Try to find the module name. If path is omitted or None, the list of
directory names given by sys.path is searched, but first a few special
places are searched: the function tries to find a built-in module with the
given name (C_BUILTIN), then a frozen module (PY_FROZEN),
and on some systems some other places are looked in as well (on Windows, it
looks in the registry which may point to a specific file).
Otherwise, path must be a list of directory names; each directory is
searched for files with any of the suffixes returned by get_suffixes()
above.
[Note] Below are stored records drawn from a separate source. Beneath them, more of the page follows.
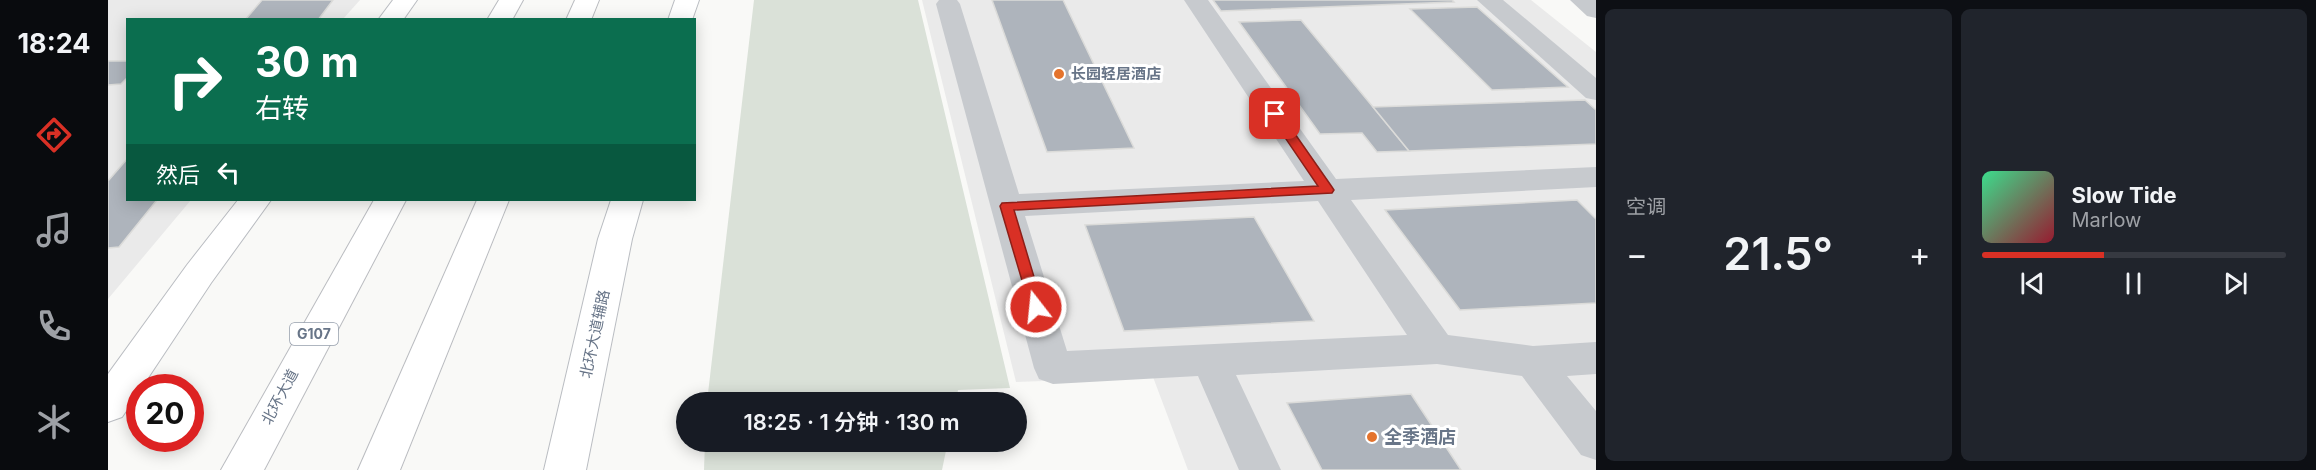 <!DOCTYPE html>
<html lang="zh">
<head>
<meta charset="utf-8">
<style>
	body { margin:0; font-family:Inter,"Noto Sans SC",sans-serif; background:#20242c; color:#f1f3f6; height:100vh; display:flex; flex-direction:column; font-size:22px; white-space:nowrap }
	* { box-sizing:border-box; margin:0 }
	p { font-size:20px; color:#9ea1a6 }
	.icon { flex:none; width:33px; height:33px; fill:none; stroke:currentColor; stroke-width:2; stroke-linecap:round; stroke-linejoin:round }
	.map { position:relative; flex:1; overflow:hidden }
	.panel { display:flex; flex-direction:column; gap:9px; padding:9px; background:#0d0f14; width:720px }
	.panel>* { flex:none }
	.banner { position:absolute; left:18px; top:18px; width:570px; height:183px; border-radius:0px; box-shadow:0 3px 15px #0003; background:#0b6e4f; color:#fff; overflow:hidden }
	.speed { position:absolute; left:18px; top:374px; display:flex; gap:12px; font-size:30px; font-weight:700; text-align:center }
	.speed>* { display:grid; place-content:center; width:78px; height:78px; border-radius:50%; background:#171b24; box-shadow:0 3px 15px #0003; line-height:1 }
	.speed .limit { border:9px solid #d22; background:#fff; color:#111 }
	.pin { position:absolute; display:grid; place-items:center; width:51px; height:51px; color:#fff; margin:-26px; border-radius:12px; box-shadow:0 3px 9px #0006 }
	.me { position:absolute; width:66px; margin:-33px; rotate:344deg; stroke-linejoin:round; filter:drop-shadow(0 0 4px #0008) }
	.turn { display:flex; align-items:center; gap:21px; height:126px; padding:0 30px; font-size:27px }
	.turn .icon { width:78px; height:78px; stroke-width:2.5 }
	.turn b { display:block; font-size:42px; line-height:51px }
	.then { display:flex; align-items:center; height:57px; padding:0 30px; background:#0003; gap:12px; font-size:22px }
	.big { font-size:45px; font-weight:600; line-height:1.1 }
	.panel .card { flex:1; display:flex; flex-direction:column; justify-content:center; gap:9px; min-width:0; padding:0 21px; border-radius:9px; background:#20242c }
	.song { display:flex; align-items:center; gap:18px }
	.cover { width:72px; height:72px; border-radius:9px; background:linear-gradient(135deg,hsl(150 70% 55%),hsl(350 70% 35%)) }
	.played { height:6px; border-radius:3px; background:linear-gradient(90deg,#d93025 40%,#363941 40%) }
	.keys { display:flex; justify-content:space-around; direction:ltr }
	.heat { display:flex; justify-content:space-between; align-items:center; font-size:33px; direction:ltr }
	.panel .tiles { flex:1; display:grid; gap:9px; grid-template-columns:repeat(2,1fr) }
	.trip { position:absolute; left:568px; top:392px; width:351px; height:60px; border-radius:30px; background:#171b24; box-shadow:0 3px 15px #0003; font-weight:600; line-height:60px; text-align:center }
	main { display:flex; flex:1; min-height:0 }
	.dock { display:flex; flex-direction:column; width:108px; justify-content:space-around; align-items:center; background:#090b0e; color:#9ea1a6 }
	.dock .icon { width:42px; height:42px }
	.dock .selected { color:#d93025 }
	.dock b { font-size:27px; color:#f1f3f6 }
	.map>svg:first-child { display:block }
</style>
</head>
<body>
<main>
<nav class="dock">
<b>18:24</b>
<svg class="icon selected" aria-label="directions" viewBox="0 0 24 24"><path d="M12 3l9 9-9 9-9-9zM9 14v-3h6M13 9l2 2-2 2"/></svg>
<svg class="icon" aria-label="music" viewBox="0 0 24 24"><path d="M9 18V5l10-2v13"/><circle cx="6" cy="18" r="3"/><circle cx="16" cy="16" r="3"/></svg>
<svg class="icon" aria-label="phone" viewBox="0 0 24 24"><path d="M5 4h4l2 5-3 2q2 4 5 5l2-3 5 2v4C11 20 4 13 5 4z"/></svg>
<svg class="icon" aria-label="climate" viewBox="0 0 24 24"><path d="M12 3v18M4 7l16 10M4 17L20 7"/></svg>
</nav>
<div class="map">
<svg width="1488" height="470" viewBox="0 0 1488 470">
	<rect width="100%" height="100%" fill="#f9f9f7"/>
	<g fill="#eaeaea">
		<polygon points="0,0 252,0 235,19 20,20 20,200 83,200 0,299"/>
		<polygon points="814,0 1423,0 1488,52 1488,470 1080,470 1045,377 908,382"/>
	</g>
	<g fill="#dae1d8">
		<polygon points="646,0 810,0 902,388 850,390 848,402 599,402"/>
		<polygon points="597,441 840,441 834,470 596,470"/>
	</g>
	<g fill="#aeb4bc" stroke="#dbdbd9" stroke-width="1.5">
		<polygon points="154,0 225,0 210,20 137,20"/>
		<polygon points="884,0 955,0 1026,148 939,152"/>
		<polygon points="1105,0 1344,0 1346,2 1113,11"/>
		<polygon points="1369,7 1460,87 1384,90 1302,9"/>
		<polygon points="1193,20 1265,107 1301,151 1269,152 1254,133 1212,134 1131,22"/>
		<polygon points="0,61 20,61 20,77 13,84 0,85"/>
		<polygon points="1477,100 1488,110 1488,144 1301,151 1265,107"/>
		<polygon points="20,158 20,200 49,200 11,247 0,248 0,181"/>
		<polygon points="1469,200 1488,219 1488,303 1352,310 1277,210"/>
		<polygon points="1146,217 1206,321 1016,331 977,225"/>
		<polygon points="1303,394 1353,470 1214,470 1179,403"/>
	</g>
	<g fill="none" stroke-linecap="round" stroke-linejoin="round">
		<g stroke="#babdc2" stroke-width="2">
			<g id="major">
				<polygon points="285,0 309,0 295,20 270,20"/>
				<polygon points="567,0 591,0 584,20 560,20"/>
				<polygon points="130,200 163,200 103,283 34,387 32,387 32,391 14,417 0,422 0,374 79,265"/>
				<polygon points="503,200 535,200 524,239 478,470 436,470 490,239"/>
			</g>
		</g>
		<g stroke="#babcc0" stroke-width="2">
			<g id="highway">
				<polygon points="391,0 415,0 404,20 379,20"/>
				<polygon points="467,0 491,0 483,20 458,20"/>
				<polygon points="266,200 298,200 156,470 113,470"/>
				<polygon points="369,200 401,200 292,470 250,470"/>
			</g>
		</g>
		<g fill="#c7cace" fill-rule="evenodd">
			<path d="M831 0H849L852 4 911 194 1196 181 1076 0H1100L1228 179 1488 167V187L1243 200 1340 335 1425 346 1488 342V374L1459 376 1488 411V460L1473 455 1414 376 1329 364 1128 375 1173 470H1131L1090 376 945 384 931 379 926 368 828 4ZM1210 201 1299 335 959 351 917 216Z"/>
			<polygon points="1369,0 1395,0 1488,78 1488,100 1478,98"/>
			<polygon points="1462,0 1488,0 1488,18 1479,16"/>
		</g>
		<use href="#major" fill="#fff" fill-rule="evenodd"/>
		<use href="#highway" fill="#fff" fill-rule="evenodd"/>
	</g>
	<polygon fill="#d93025" stroke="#8d1f18" stroke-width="1.5" points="1167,110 1171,111 1224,187 1226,190 1224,193 906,210 935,307 933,311 923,311 892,206 894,203 1210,186 1161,114"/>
	<g fill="#e4732c" stroke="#fff" stroke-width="2">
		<circle cx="951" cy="74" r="6"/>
		<circle cx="1264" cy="437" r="6"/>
	</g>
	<g text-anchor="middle" stroke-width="6" stroke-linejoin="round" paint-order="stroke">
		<rect fill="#fff" stroke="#959eac" stroke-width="1.5" x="182" y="323" width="48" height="22" rx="4.5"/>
		<g font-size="14" font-weight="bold" fill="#687588">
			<text x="206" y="339">G107</text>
		</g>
		<g font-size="15" font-weight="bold" fill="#687588" stroke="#fff" text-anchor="start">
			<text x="963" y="79">长园轻居酒店</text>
		</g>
		<g font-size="15" fill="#687588" stroke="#fff">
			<text transform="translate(487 334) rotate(-78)" y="5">北环大道辅路</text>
			<text transform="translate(172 397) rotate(-62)" y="5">北环大道</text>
		</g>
		<g font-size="18" font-weight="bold" fill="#687588" stroke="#fff" text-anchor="start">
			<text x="1276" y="443">全季酒店</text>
		</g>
	</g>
</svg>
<div class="speed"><div class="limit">20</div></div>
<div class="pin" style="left:1167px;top:114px;background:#d93025"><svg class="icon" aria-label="arrive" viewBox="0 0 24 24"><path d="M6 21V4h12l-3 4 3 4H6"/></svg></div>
<svg class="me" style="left:928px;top:307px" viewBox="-20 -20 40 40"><circle r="17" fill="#d93025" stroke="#fff" stroke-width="3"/><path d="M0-11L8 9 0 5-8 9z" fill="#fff"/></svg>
<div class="trip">18:25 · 1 分钟 · 130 m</div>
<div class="banner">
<div class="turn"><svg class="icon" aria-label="right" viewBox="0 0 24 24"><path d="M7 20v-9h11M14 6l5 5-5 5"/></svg><div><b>30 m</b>右转</div></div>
<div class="then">然后<svg class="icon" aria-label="left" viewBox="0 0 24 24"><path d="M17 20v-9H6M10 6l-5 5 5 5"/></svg></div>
</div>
</div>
<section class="panel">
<div class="tiles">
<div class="card"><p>空调</p>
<div class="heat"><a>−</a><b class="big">21.5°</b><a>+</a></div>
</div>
<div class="card">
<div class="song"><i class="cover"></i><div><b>Slow Tide</b><p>Marlow</p></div></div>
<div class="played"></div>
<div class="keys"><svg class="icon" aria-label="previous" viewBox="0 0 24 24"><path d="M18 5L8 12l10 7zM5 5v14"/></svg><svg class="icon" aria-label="pause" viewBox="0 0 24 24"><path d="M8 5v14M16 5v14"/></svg><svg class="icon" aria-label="next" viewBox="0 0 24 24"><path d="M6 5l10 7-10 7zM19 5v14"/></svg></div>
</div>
</div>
</section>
</main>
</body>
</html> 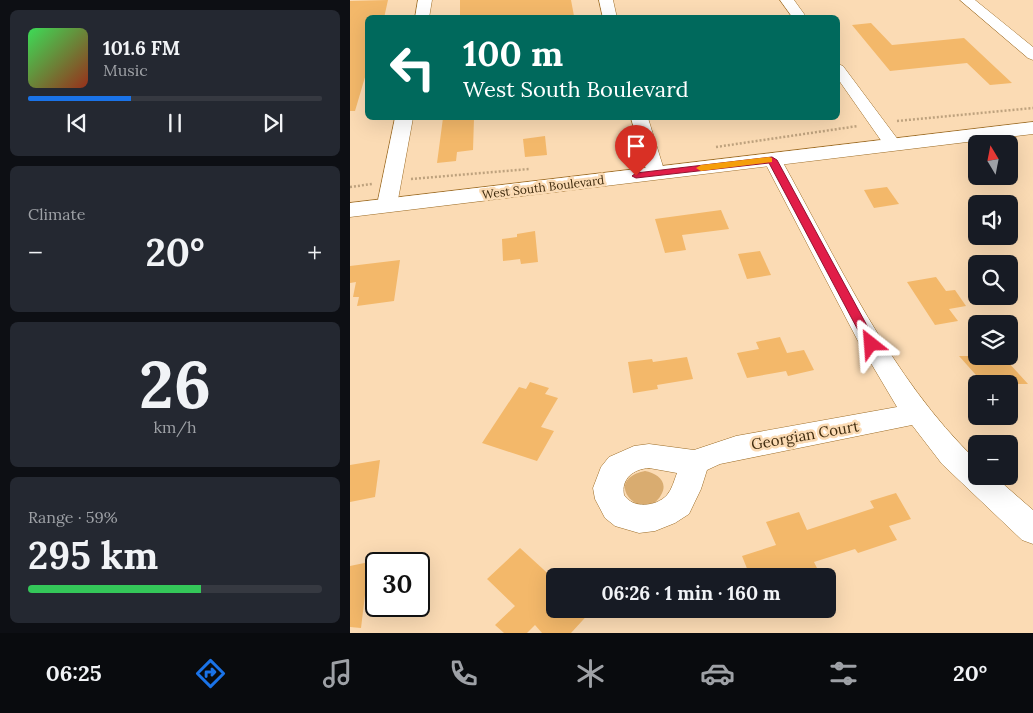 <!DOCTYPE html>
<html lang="en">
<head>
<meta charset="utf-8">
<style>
	:root { --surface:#171b24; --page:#242831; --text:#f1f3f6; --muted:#9ea1a6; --line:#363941; --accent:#1a73e8 }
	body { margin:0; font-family:Lora,serif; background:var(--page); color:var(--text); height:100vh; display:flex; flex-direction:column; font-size:19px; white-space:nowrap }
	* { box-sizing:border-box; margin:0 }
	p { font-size:16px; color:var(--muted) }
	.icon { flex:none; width:28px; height:28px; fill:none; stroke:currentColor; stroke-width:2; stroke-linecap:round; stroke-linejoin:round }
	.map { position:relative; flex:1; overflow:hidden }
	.details { display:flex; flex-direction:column; gap:10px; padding:10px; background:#0d0f14; width:350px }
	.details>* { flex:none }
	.banner { position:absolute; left:15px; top:15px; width:475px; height:105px; border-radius:8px; box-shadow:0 5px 20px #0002; background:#00695c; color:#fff; overflow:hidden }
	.needle { width:32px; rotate:350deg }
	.tools { position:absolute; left:618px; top:135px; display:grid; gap:10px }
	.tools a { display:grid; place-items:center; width:50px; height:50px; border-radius:8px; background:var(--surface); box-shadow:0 5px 20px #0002; font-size:25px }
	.speed { position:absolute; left:15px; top:552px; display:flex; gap:10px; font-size:25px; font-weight:700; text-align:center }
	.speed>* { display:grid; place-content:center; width:65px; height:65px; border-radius:50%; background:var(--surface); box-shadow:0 5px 20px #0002; line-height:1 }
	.speed .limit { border:2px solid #111; border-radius:8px; background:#fff; color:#111 }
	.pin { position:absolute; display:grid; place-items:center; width:42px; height:42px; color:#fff; margin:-51px -21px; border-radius:50% 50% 50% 0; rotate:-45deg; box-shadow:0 0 5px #0007 }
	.pin .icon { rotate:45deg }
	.me { position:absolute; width:55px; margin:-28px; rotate:332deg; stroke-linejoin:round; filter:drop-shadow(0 0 4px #0008) }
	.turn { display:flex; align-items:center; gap:18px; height:105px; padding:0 15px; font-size:22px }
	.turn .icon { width:65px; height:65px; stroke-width:2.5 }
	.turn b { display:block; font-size:35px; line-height:42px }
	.big { font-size:38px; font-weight:800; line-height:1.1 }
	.details .widget { flex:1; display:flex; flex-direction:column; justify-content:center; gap:8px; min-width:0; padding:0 18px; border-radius:8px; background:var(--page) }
	.details .dial { align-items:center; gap:0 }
	.dial b { font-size:65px; line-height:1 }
	.song { display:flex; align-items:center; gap:15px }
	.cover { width:60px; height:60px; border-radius:8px; background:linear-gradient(135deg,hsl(130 70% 55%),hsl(10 70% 35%)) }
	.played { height:5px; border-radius:2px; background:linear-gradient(90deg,var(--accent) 35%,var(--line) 35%) }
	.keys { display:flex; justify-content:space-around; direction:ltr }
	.heat { display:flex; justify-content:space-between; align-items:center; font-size:28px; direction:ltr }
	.charge { height:8px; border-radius:4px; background:linear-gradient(90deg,#34c759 59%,var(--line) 0) }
	.trip { position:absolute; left:196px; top:568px; width:290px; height:50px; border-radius:8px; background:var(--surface); box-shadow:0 5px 20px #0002; font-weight:800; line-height:50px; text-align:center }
	.tabs { display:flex; height:80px; justify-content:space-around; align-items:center; background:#090b0e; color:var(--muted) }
	.tabs .icon { width:35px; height:35px }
	.tabs .selected { color:var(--accent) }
	.tabs b { font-size:22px; color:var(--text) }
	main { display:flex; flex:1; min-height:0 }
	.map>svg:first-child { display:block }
	.green { fill:#d9ac70 }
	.building { fill:#f3b86a }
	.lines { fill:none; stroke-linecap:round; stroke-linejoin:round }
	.minor-casing { stroke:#9c6c26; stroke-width:1 }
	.tertiary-casing { stroke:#9c6c26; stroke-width:1 }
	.path { stroke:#bea27e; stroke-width:2.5; stroke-dasharray:2 2; stroke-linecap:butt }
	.minor { fill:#fff; fill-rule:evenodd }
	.tertiary { fill:#fff; fill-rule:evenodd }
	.route { fill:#e11d48; stroke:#92132f }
	.slow { fill:#f59e0b }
	.labels { text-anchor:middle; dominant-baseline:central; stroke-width:5; stroke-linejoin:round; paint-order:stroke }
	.far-street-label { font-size:12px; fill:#402c0f; stroke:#fbdbb4 }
	.street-label { font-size:15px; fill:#402c0f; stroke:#fbdbb4 }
</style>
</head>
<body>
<main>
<section class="details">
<div class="widget">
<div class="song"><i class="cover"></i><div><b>101.6 FM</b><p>Music</p></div></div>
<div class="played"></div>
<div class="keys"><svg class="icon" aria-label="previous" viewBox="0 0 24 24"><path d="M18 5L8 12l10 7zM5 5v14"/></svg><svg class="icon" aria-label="pause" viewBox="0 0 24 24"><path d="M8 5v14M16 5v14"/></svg><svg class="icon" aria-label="next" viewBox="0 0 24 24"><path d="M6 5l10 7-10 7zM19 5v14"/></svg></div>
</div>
<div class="widget"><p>Climate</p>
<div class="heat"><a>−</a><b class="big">20°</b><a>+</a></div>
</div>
<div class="widget dial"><b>26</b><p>km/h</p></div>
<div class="widget"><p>Range · 59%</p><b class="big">295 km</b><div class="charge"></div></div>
</section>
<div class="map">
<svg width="683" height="633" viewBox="0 0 683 633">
	<rect width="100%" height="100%" fill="#fbdbb4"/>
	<!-- green -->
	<path class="green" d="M295,471C307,473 319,482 311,495C294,526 249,480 295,471Z"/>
	<!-- building -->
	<g class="building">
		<polygon points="38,0 34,18 18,18 18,67 5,111 0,111 0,1"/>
		<polygon points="110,0 221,0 224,16 201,18 110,17"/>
		<polygon points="521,23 542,45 614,38 662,83 640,85 617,63 540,71 502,25"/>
		<polygon points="93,118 124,118 123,150 107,152 106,161 87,163"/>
		<polygon points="195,136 197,155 175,157 173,139"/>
		<polygon points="537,187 549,204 524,208 514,190"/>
		<polygon points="371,210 379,229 332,235 336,250 315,253 305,219"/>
		<polygon points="185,231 188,262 171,264 170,259 153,261 152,239 167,237 167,234"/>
		<polygon points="410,251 421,275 397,279 388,254"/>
		<polygon points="50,260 44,301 7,306 9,297 3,297 6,282 0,283 0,266"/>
		<polygon points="586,277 596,291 605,290 616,306 599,309 608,321 585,325 557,282"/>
		<polygon points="430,337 437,353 454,350 464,370 438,376 436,371 397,378 387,353 409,349 406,342"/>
		<polygon points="609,356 640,356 648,365 657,361 678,384 634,384"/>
		<polygon points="337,357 343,379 307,385 308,389 283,393 278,362 302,359 303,362"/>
		<polygon points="180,382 199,388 195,394 208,398 191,427 204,431 187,461 132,443 169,387 176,389"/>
		<polygon points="30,460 25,497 0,502 0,465"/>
		<polygon points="546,493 561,519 539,526 547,540 508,553 505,549 464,562 471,576 400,576 392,556 426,545 416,522 449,512 457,530 524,508 520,501"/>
		<polygon points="170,548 205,580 205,609 243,609 221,633 192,633 185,625 177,633 154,633 145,625 165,606 137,579"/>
		<polygon points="19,562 11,628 0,627 0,566"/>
	</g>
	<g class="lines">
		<!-- minor casing -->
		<g class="minor-casing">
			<g id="minor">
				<polygon points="68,0 82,0 79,18 65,18"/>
				<polygon points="249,0 263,0 267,18 253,18"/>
				<polygon points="430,0 444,0 457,18 443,18"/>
				<polygon points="610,0 625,0 683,47 683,60 678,58"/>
				<polygon points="488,64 493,66 549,141 552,145 549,149 543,150 537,149 488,79"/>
				<polygon points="45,118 63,118 47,205 44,209 37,211 30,209 27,205"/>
				<polygon points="281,118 298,118 315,173 313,177 306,179 299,177 297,173"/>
				<path d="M422,153L429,155L431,159C489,263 540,377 626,460V476H644L683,510V544L672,540L592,464L562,425L370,464L357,470L351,489L339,514L325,523L305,531L289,533L265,526L255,518L245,499L243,488L251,467L259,457L284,446L299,444L344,450L386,436L547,407L509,343L413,159L415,155ZM299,468L327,473C324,481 322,489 317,495C306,507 283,509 274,495C271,479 283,469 299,468Z"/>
			</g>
		</g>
		<!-- tertiary casing -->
		<g class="tertiary-casing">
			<polygon id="tertiary" points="683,122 683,134 0,217 0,203"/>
		</g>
		<!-- path -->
		<g class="path">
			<polyline points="547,121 683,108"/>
			<polyline points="366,147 508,126"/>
			<polyline points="61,179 179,169"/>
			<polyline points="0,187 22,184"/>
		</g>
		<!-- minor -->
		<use href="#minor" class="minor"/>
		<!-- tertiary -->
		<use href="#tertiary" class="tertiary"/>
	</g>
	<!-- route -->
	<polygon class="route" points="422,157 427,160 527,344 525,347 517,347 419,163 286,178 282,176 286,173"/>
	<!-- slow -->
	<polygon class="slow" points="419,157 422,158 422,162 351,171 346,168 351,165"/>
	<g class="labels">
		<!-- far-street labels -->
		<g class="far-street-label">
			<text transform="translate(193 187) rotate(-7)">West South Boulevard</text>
		</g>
		<!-- street labels -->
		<g class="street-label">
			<text transform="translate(455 435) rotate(-10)">Georgian Court</text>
		</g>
	</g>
</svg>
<div class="tools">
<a><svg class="needle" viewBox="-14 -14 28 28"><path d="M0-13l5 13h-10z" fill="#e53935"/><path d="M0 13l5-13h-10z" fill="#9ea1a6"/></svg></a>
<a><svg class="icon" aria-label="sound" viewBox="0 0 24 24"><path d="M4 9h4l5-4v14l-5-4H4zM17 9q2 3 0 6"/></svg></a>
<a><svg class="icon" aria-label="search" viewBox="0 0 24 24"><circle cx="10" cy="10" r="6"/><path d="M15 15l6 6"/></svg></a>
<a><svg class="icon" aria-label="layers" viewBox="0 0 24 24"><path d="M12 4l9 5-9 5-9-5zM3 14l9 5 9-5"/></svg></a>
<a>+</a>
<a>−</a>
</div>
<div class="speed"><div class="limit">30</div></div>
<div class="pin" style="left:286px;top:176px;background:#d93025"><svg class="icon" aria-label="arrive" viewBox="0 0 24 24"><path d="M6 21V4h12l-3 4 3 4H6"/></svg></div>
<svg class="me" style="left:521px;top:344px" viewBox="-20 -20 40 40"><path d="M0-17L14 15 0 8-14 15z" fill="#e11d48" stroke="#fff" stroke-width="4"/></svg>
<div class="trip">06:26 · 1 min · 160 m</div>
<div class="banner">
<div class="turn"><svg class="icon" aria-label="left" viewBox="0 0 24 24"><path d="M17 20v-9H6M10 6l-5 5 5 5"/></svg><div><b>100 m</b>West South Boulevard</div></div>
</div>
</div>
</main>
<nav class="tabs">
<b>06:25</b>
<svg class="icon selected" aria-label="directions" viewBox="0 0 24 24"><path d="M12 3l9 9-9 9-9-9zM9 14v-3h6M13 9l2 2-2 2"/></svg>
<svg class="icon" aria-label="music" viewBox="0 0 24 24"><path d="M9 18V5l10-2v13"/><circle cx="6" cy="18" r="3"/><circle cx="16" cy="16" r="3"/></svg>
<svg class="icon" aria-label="phone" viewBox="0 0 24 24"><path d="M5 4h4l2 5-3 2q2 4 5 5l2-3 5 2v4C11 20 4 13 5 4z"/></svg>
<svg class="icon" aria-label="climate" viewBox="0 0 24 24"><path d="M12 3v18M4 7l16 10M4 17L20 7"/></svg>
<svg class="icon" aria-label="car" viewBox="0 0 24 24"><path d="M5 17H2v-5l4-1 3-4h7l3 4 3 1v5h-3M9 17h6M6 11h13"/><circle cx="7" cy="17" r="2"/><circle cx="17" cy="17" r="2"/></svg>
<svg class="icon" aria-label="filters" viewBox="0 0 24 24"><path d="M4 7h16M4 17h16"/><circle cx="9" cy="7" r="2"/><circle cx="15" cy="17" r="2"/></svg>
<b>20°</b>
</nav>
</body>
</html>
Invalid names in the list are silently ignored (but all list items
must be strings).
If search is successful, the return value is a 3-element tuple (file,
pathname, description):
file is an open file object positioned at the beginning, pathname is the
pathname of the file found, and description is a 3-element tuple as
contained in the list returned by get_suffixes() describing the kind of
module found.
If the module does not live in a file, the returned file is None,
pathname is the empty string, and the description tuple contains empty
strings for its suffix and mode; the module type is indicated as given in
parentheses above. If the search is unsuccessful, ImportError is
raised. Other exceptions indicate problems with the arguments or
environment.
If the module is a package, file is None, pathname is the package
path and the last item in the description tuple is PKG_DIRECTORY.
This function does not handle hierarchical module names (names containing
dots). In order to find P.M, that is, submodule M of package P, use
find_module() and load_module() to find and load package P, and
then use find_module() with the path argument set to P.__path__.
When P itself has a dotted name, apply this recipe recursively.